- DIRECTIONS: Whenever a line below includes the word "column", copy that line.
====== RECORDS SHOWN ======
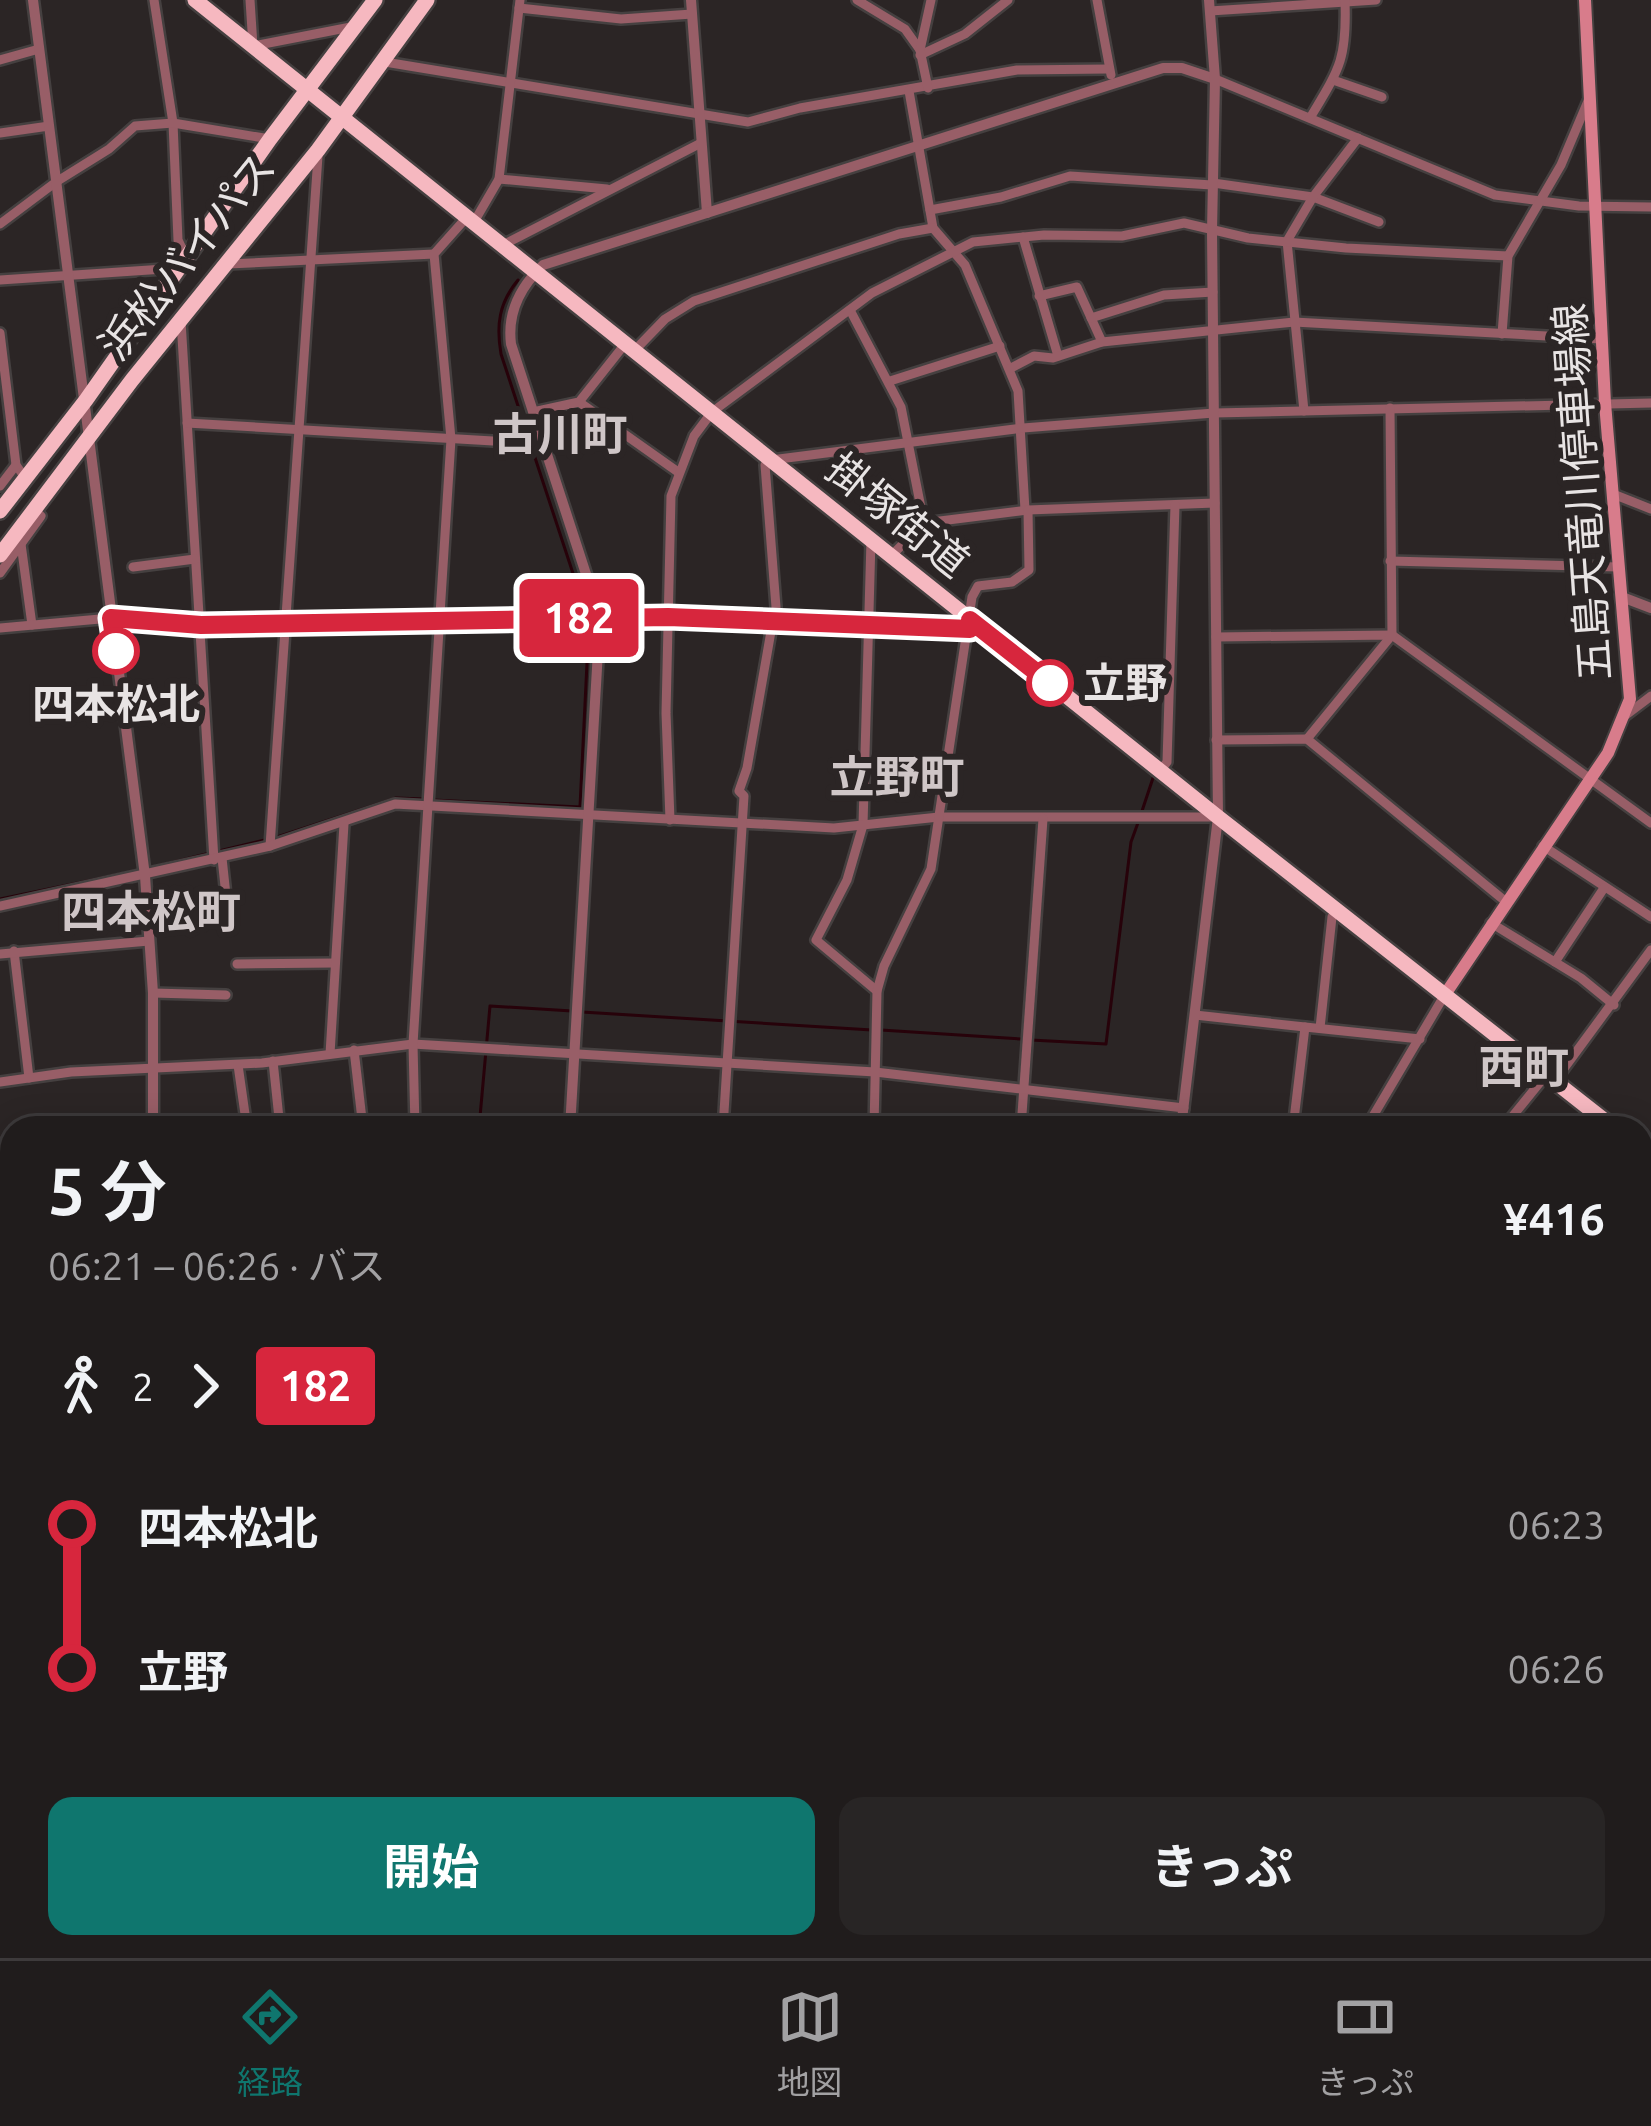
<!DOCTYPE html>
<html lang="ja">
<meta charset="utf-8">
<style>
:root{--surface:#201c1c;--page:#282525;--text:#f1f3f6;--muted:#a2a1a3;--line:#3d3a3b;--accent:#0f766e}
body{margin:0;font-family:Ubuntu,"Noto Sans JP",sans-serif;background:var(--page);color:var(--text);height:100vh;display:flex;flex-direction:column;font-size:45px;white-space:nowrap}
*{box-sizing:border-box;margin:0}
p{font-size:39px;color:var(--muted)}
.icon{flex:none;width:66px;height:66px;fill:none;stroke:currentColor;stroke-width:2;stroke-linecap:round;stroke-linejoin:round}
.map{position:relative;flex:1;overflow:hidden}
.details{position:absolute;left:0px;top:1116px;width:1653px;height:843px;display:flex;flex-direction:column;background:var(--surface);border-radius:36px 36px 0 0;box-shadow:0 6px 30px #0003,0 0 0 3px var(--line)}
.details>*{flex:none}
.badge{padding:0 24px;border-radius:9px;font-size:42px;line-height:78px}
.map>.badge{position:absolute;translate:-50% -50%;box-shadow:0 0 0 6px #fff}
.legs{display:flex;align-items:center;gap:18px;height:132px;padding:0 48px;font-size:39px}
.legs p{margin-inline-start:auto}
.summary{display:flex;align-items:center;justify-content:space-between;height:204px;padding:0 48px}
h1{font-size:66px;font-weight:700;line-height:90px}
.cta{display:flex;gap:24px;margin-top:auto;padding:24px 48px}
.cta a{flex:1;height:138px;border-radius:24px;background:var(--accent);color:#fff;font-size:48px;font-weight:700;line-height:138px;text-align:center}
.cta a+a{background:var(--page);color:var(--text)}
ul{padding:0 48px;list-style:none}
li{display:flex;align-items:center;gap:42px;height:144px;font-size:45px}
li i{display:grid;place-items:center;width:18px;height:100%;margin:0 15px;background:currentColor}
li i::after{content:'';width:30px;height:30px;margin:-15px;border:9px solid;border-radius:50%;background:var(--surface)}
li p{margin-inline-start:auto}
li:first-child i{background:linear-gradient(#0000 50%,currentColor 0)}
li:last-child i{background:linear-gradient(currentColor 50%,#0000 0)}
.dock{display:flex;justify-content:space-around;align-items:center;height:168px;border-top:3px solid var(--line);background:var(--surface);font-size:33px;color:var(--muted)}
.dock a{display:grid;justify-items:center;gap:6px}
.dock .selected{color:var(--accent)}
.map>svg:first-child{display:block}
</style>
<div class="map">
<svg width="1651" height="1958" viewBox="0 0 1651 1958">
<rect width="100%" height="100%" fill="#2b2525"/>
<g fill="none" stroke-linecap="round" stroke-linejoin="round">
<g stroke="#27020a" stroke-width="3">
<path d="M 518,280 C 499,303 496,325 501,354 L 586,613"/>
<path d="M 433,800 L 580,807 L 589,622"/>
<path d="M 1142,811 L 1154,775"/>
<path d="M 219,851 L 277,837 L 396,798 L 424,799"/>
<path d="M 149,868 L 210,853"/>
<path d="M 0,899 L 140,870"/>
<path d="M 582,1012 L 872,1030"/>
<path d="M 881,1030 L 1021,1039"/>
<path d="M 1031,1040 L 1106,1044 L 1131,842 L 1139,820"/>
<path d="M 479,1128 L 490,1006 L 572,1011"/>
<path d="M 1641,1325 L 1651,1313"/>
<path d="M 426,1958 L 427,1947"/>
<path d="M 999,1958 L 1003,1947"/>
<path d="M 1476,1958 L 1477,1947"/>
</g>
<defs>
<g id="minor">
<path d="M 154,0 L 173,123 L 178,240 L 186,257"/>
<path d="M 250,0 L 253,46 L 356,26"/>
<path d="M 857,0 L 905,29 L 920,50"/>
<path d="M 1097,0 L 1111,75"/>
<path d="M 519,8 L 621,19 L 692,14"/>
<path d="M 1210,11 L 1376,0"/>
<path d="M 920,55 L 965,34 L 1008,0"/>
<path d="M 0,60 L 39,49"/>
<path d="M 385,62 L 748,122 L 800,108 L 1017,70 L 1108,69"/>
<path d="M 1215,79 L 1495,195 L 1579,206 L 1651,207"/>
<path d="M 1333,80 L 1382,97"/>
<path d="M 928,88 L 920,50 L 931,0"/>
<path d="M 909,91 L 933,228 L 965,265 L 1018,391 L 1025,510"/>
<path d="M 1310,118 C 1340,68 1347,59 1345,1"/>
<path d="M 0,133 L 49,126"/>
<path d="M 499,179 L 607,189"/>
<path d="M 1213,183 L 1313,197 L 1379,222"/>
<path d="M 930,210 L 1001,197 L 1070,176 L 1212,185"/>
<path d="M 474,222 L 499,179 L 520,0"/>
<path d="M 0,224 L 56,182 L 109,149 L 135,126 L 173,123 L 270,139"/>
<path d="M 1023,237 L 1058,356"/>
<path d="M 503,245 L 701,143"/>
<path d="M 228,264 L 434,254"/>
<path d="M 0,280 L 179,268"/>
<path d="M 1039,296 L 1077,287 L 1102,342"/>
<path d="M 850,310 L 901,407 L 924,523"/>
<path d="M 1091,318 L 1164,295 L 1213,292"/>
<path d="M 181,321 L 214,860"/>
<path d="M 0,333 L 16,465 L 26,479"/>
<path d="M 1502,334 L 1508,256 L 1561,165 L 1588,101"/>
<path d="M 634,351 L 665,319 L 694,301 L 899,234 L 933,228"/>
<path d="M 1011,368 L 1034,356 L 1053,358 L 1102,342 L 1294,322 L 1601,339"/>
<path d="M 890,381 L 1000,346"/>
<path d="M 579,402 L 678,472"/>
<path d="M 1304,411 L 1287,241 L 1313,197 L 1358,138"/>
<path d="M 533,412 L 579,402 L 625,344"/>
<path d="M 187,423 L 543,444"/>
<path d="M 0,486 L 16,465"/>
<path d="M 1613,494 L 1651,509"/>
<path d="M 871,540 L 863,825 L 847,880 L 816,940 L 877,991"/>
<path d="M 21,544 L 32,625"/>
<path d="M 891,556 L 924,523 L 1028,510 L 1215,503"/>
<path d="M 1390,561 L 1618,567"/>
<path d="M 133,567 L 195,559"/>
<path d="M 0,573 L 41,516 L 34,510"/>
<path d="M 777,620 L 765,465 L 771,460 L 1023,428 L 1214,413 L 1651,403"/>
<path d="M 0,628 L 111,618 L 201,624 L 667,617 L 970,629"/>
<path d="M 1216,637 L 1392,635 L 1651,823"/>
<path d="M 1626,715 L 1651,696"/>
<path d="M 1307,739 L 1392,635 L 1390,408"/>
<path d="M 1216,740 L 1307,739 L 1505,901"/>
<path d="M 1160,771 L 1167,762 L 1175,505"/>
<path d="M 670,820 L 666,713 L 671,496 L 694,436 L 712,412 L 872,293 L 973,242 L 1044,235 L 1122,236 L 1184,223 L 1248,238 L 1346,248 L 1508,256"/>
<path d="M 270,846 L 318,156"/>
<path d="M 1543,846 L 1651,917"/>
<path d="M 222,858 L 228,914"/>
<path d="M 0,906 L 270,846 L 395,804 L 834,828 L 939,817 L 1218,817"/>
<path d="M 1491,923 L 1581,978 L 1614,1005"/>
<path d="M 14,951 L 29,1078"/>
<path d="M 0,954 L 149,941"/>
<path d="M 1555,962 L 1604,888"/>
<path d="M 237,964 L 335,963"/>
<path d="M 153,993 L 226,995"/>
<path d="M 1195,1015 L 1305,1027"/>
<path d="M 1320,1028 L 1332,917 L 1337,911"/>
<path d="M 354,1050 L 363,1128"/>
<path d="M 330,1054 L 344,824"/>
<path d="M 273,1061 L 280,1128"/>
<path d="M 238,1065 L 247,1128"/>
<path d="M 0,1082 L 71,1072 L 262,1063 L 413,1044 L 875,1072 L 1184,1108"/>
<path d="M 1554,1082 L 1651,950"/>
<path d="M 415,1128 L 413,1044 L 451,439 L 434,254 L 467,217"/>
<path d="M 723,1128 L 744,796 L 739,791 L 747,768 L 773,620"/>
<path d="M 874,1128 L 877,991 L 884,966 L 931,869 L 972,597 L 978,586 L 1012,582 L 1029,570 L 1028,510"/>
<path d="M 1021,1128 L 1043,819"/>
<path d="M 1293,1128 L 1305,1027 L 1420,1039"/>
<path d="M 1366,1128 L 1444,996"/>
<path d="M 1503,1128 L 1546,1075"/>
<path d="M 0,1173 L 12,1224"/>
<path d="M 1641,1189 L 1651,1176"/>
<path d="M 0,1292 L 12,1290"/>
<path d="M 0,1393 L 12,1389"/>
<path d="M 1641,1423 L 1651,1431"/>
<path d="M 1641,1450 L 1651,1438"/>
<path d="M 1641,1669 L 1651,1671"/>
<path d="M 0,1746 L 7,1762 L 12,1760"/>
<path d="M 1649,1839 L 1651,1827"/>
<path d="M 1144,1947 L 1237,1958"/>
<path d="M 281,1958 L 282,1947"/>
<path d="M 356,1958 L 356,1947"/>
<path d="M 672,1958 L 673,1947"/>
<path d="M 774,1958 L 777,1947"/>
<path d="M 897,1958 L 898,1947"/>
<path d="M 994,1958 L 997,1947"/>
<path d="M 1268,1958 L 1269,1947"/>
<path d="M 1406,1958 L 1413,1947"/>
<path d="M 1562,1958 L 1563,1947"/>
<path d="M 1643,1958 L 1645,1933 L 1651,1928"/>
</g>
<g id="tertiary">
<path d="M 33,0 L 145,876 L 153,993 L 153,1128"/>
<path d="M 691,0 L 707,213"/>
<path d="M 1622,597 L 1651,608"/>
<path d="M 570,1128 L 600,617 L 511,344 C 507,312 520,287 543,265 L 1163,68 L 1182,68 L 1215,79"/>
<path d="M 1181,1128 L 1218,817 L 1212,231 L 1215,79 L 1209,0"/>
<path d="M 176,1947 L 176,1958"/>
<path d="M 520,1958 L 521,1947"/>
<path d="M 1086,1958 L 1087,1947"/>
</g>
<g id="secondary">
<path d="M 1444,996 L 1608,753 L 1630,699 L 1605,403 L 1585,0"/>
<path d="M 0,1561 L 12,1562"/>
<path d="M 1641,1838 L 1651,1840"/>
</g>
<g id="trunk">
<path d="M 195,0 L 1218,817 L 1614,1128"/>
<path d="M 0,511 L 86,400 L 270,139 L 375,0"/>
<path d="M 0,555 L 132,380 L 318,150 L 427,0"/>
<path d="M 1641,1149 L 1651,1157"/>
</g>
</defs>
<use href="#minor" stroke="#454040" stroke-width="14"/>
<use href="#tertiary" stroke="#454040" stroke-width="15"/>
<use href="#secondary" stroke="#454040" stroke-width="16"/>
<use href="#trunk" stroke="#454040" stroke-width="20"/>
<use href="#minor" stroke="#985e67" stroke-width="9"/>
<use href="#tertiary" stroke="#985e67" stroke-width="10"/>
<use href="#secondary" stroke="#d87c8b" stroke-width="12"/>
<use href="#trunk" stroke="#f6b8c0" stroke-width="15"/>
</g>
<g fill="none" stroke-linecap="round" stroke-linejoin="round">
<defs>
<path id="line-1" d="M 116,651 L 111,618 L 201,625 L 668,617 L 970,629 L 970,620 L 1050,683"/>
</defs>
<use href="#line-1" stroke="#fff" stroke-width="27"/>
<use href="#line-1" stroke="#d7263d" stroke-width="18"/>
</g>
<g fill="#fff" stroke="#d7263d" stroke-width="6">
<circle cx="116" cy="651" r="21"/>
<circle cx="1050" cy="683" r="21"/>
</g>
<g text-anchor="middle" stroke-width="12" stroke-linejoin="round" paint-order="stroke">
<g font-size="42" fill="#e8e4e4" stroke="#2b2525">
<text transform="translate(187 256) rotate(-51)" y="15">浜松バイパス</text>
<text transform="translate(1582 492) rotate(-94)" y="15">五島天竜川停車場線</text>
<text transform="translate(898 515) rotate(39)" y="15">掛塚街道</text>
</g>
<g font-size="42" font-weight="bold" fill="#e8e4e4" stroke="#2b2525" text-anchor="start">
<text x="1083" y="698">立野</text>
<text x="116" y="719" text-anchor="middle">四本松北</text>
</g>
<g font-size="45" font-weight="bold" fill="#cfc6c7" stroke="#2b2525">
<text x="560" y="450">古川町</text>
<text x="897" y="793">立野町</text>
<text x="151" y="928">四本松町</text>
<text x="1524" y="1083">西町</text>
</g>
</g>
</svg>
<b class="badge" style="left:579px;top:618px;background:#d7263d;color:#fff">182</b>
<section class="details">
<div class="summary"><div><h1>5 分</h1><p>06:21 – 06:26 · バス</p></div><b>¥416</b></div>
<div class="legs"><svg class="icon" aria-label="walk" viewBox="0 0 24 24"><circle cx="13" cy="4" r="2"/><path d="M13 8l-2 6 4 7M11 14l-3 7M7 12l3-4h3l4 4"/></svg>2<svg class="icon" aria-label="forward" viewBox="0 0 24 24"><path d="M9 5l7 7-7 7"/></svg><b class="badge" style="background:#d7263d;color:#fff">182</b></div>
<ul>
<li><i style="color:#d7263d"></i><b>四本松北</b><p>06:23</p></li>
<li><i style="color:#d7263d"></i><b>立野</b><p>06:26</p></li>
</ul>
<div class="cta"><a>開始</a><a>きっぷ</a></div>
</section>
</div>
<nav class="dock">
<a class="selected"><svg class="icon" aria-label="directions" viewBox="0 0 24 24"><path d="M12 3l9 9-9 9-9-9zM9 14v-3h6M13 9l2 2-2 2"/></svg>経路</a>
<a><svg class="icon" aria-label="map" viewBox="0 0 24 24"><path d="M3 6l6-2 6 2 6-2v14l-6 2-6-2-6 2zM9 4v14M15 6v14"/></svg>地図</a>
<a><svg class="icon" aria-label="tickets" viewBox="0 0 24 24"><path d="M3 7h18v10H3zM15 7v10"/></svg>きっぷ</a>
</nav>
======
- RESULT FOR THIS EXERCISE:
body{margin:0;font-family:Ubuntu,"Noto Sans JP",sans-serif;background:var(--page);color:var(--text);height:100vh;display:flex;flex-direction:column;font-size:45px;white-space:nowrap}
.details{position:absolute;left:0px;top:1116px;width:1653px;height:843px;display:flex;flex-direction:column;background:var(--surface);border-radius:36px 36px 0 0;box-shadow:0 6px 30px #0003,0 0 0 3px var(--line)}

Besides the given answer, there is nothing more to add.